Story by John F. P. Murphy. The Irish and English recording is performed by Actress Natalie Britton.
Irish-born Patrick Murphy and Mary Heffernan—together—ventured into a new and uncertain world. It was 1845. They had only the hope and belief that a better life awaited them. Without a full understanding of the New World, they decided to become Americans. Perhaps they only had a few sketches, a newspaper, or a book about the new land. Likely a letter from a new arrival—with important news—beckoned.

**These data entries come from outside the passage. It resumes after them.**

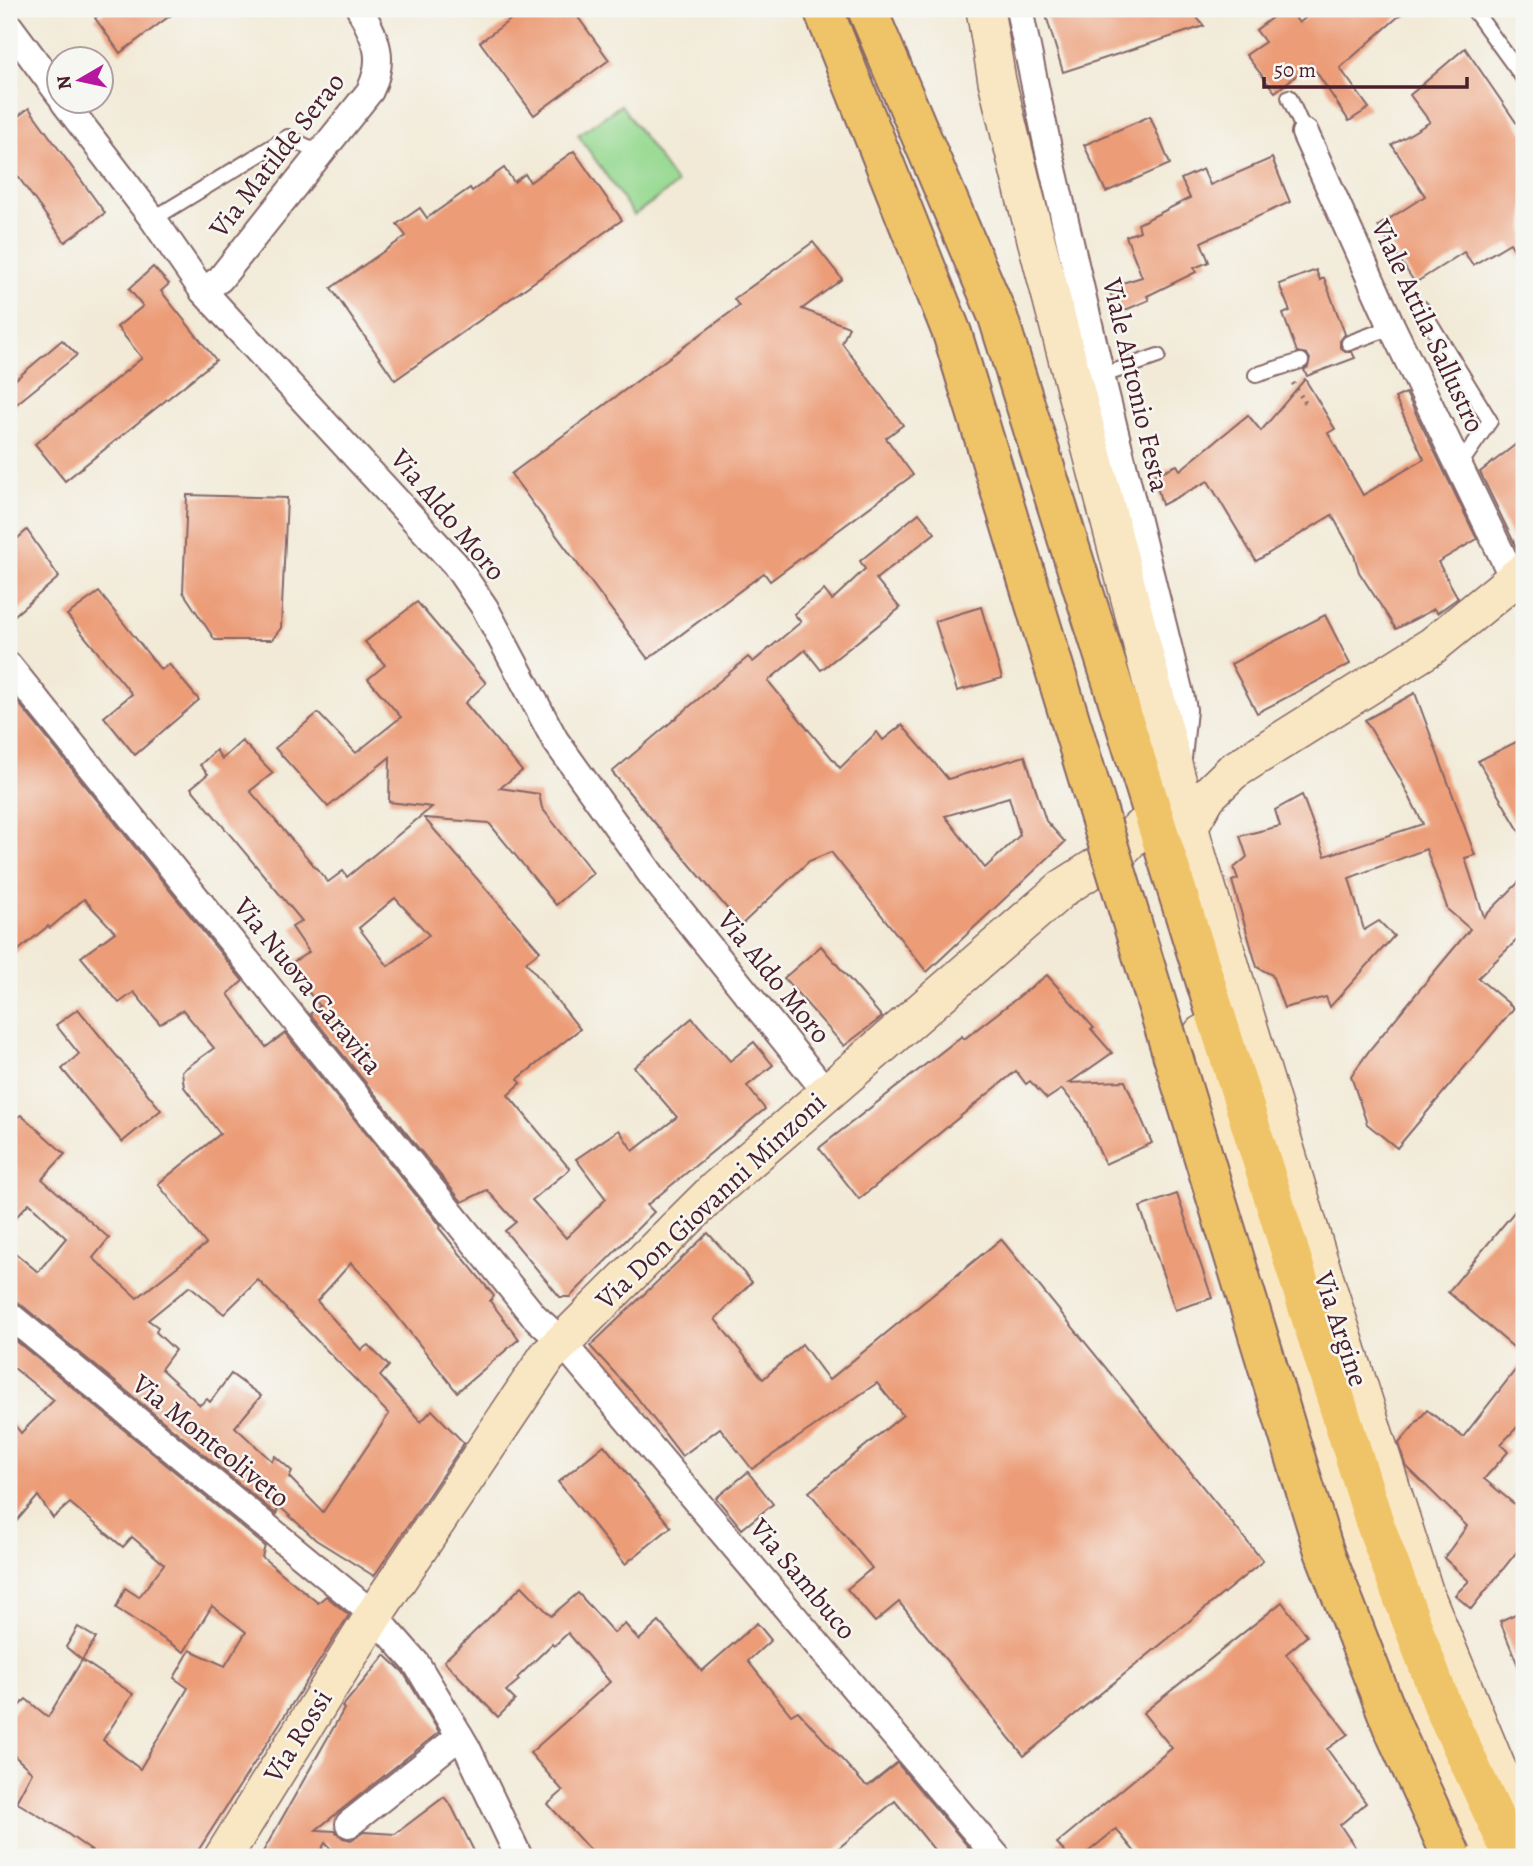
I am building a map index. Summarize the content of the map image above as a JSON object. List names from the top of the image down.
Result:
{
  "streets": {
    "street": [
      "Via Matilde Serao",
      "Viale Attila Sallustro",
      "Viale Antonio Festa",
      "Via Aldo Moro",
      "Via Nuova Caravita",
      "Via Don Giovanni Minzoni",
      "Via Argine",
      "Via Monteoliveto",
      "Via Sambuco",
      "Via Rossi"
    ]
  },
  "crossings": [
    ["Via Matilde Serao", "Via Aldo Moro"],
    ["Viale Antonio Festa", "Via Argine"],
    ["Via Aldo Moro", "Via Don Giovanni Minzoni"],
    ["Via Nuova Caravita", "Via Don Giovanni Minzoni"],
    ["Via Nuova Caravita", "Via Sambuco"],
    ["Via Don Giovanni Minzoni", "Via Monteoliveto"],
    ["Via Don Giovanni Minzoni", "Via Sambuco"],
    ["Via Don Giovanni Minzoni", "Via Rossi"],
    ["Via Monteoliveto", "Via Rossi"]
  ],
  "scale_bar": "50 m",
  "north": "left"
}
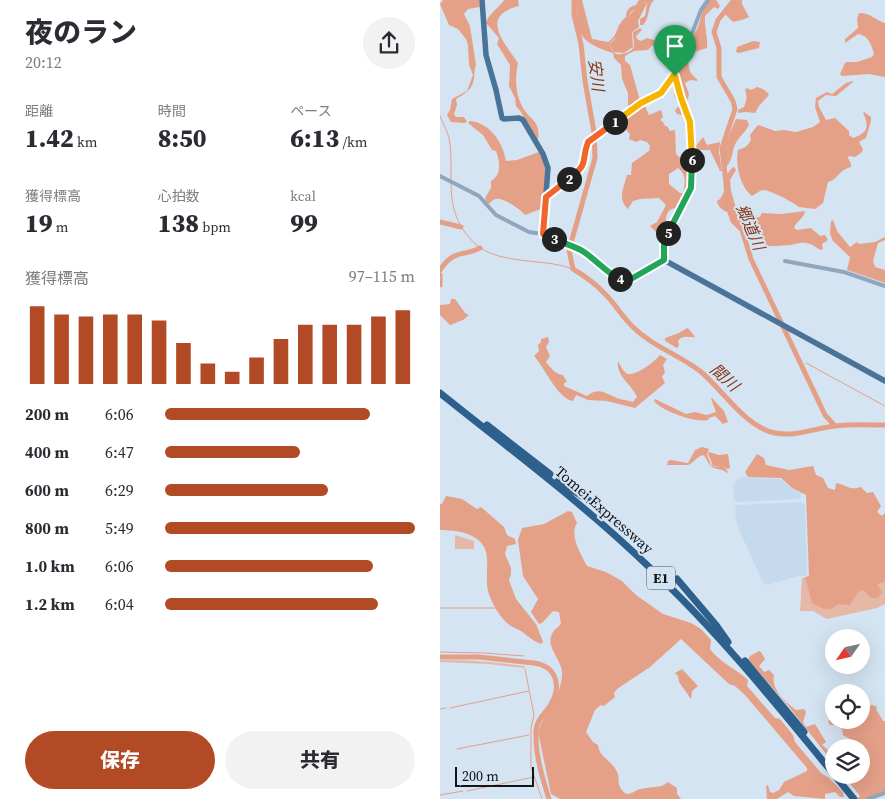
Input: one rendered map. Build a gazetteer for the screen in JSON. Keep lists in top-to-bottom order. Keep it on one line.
{"streets":{"highway":["Tomei Expressway","E1"]},"water":["安川","郷道川","間川"],"scale_bar":"200 m","north":"bottom left","page":{"heading":["夜のラン","20:12"],"stats":[["距離","1.42 km"],["時間","8:50"],["ペース","6:13 /km"],["獲得標高","19 m"],["心拍数","138 bpm"],["kcal","99"]],"pins":["1","6","2","5","3","4"],"chart":["獲得標高","97–115 m"],"list":[{"name":"200 m","note":"6:06"},{"name":"400 m","note":"6:47"},{"name":"600 m","note":"6:29"},{"name":"800 m","note":"5:49"},{"name":"1.0 km","note":"6:06"},{"name":"1.2 km","note":"6:04"}],"buttons":["保存","共有"],"scale":"200 m"}}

Together, they departed Ireland, still unmarried, young, but certainly in love. Imagine their deep emotions as they made their first brave steps forward. They stepped aboard a nineteenth-century packet ship, the Sweden, and faced the North Atlantic.
Waves and winds were strong. Wood beams creaked. Smells of sickness hung in the salt air. Humanity was packed in tight. Shipwrecks loomed beneath the deep ocean. But also aboard there was song—Irish song. Folk dance. Stories. Long yarns.
Leaving meant cutting ties, leaving an old order, leaving a homeland, leaving familiar surroundings, leaving the old storytellers for the new, leaving family, leaving a church, hoping to leave hardship, leaving death.
They sailed on. County Waterford grew more distant. Hard work lay ahead—and it would age the young. The Ireland they brought with them now existed only in their hearts. Perhaps they held close a memory of a place now remembered only through the mist of time.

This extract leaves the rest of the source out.